Jack Inglis, CEO of Alternative Investment Management Association (AIMA), commented: “There is no doubt that the Basel III banking standards are having a significant impact on hedge funds and other alternative asset managers. Financing costs are rising and the fund manager / prime broker relationship is changing fundamentally. It is our hope that this timely and important report will provide clarity and direction to those who have felt the impact of the recent regulations, and to give context to issues that are being felt across the industry.”
Bob Sloan, CEO of S3 Partners, commented: “New bank capital regulations are creating downstream financing challenges and opportunities for asset managers and hedge funds. The survey clearly shows how plugging into the financial power grid is getting more expensive.”
Mr Sloan continued: “Managers of all shapes, sizes and strategies now seek to answer the question: How can we maintain access to the grid, while optimizing for the right amount of efficiency? As the survey results show, access to unbiased data, comprehensive Return on Assets/Return on Equity analytics, and a common language are critically important towards determining fairness – as rates, margin, spreads and contracts will be a key determinant for an asset managers’ success.”
Rising financing costs
The survey of fund managers worldwide found that:
- Financing costs have risen for 50% of firms, with an even split between those who quantify the level of cost increase as being greater than 10% and below 10%.

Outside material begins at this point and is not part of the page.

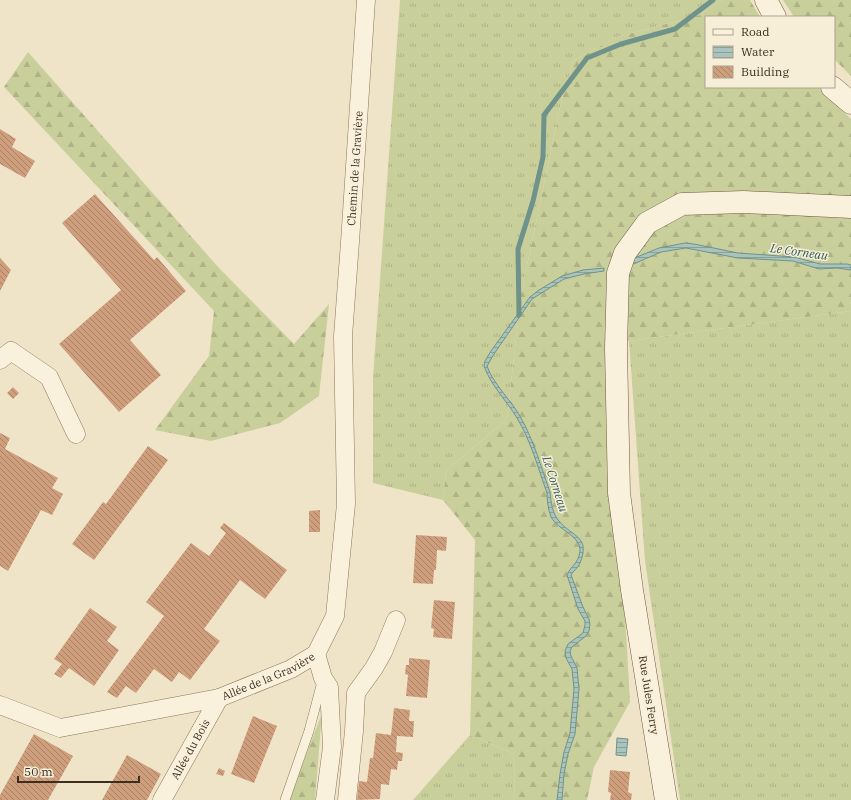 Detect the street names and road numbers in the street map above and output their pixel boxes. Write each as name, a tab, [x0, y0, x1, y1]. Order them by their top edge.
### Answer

- 75% of firms expect further cost increases over the next two years.
- The impact is consistent regardless of a fund manager’s size, investment strategy or location.
Rethinking prime brokerage relationships
- Fund managers responding to the survey said they are having to rethink their prime brokerage relationships due to Basel III.
- 75% have been asked to change how they do business with their prime brokers, while more than 67% have had to cut the amount of cash they keep on their brokers’ balance sheets.
Importantly, the survey found that:
- Most alternative asset managers over the last two years have either maintained or increased the number of prime brokers they use, with the average number of financing relationships found to be four.
- Only 20% of fund managers have a clear understanding of how their prime brokers calculate their worth in terms of the revenue they provide relative to balance sheet impact, known as “return on assets” or RoA. Fewer still have the data necessary to calculate this themselves.
Defining key terms
The survey, titled ‘Accessing the Financial Power Grid: Hedge fund financing challenges under Basel III and beyond’, also highlighted a lack of consensus around the meaning of a number of prime brokerage terms, such as “reconciliation”, “collateral management” and “collateral optimisation”. AIMA and S3 say this highlights the need for a common language to define key terms.
Hedge fund managers can put themselves in a stronger position to deal with the changing nature of the prime brokerage relationships. To maintain access to the “grid” of financing, manage their overall cost of doing business, and optimise the mutual value of their prime brokerage and counterparty relationships within the new regulatory landscape, hedge funds and other investment managers must increasingly:
- Make sure they have the right data, including unbiased data sources.
- Use a different set of analytic tools and calculation.
- Make sure that they and their financing counterparties are speaking a common language to promote beneficial financing relationships and effective collateral management activities.
The survey is comprised of 78 alternative asset managers with combined assets under management (AUM) of more than $400bn. Respondents ranged from small single-strategy managers (under $100m of AUM) to large global multi-strategy managers (over $10 billion of AUM).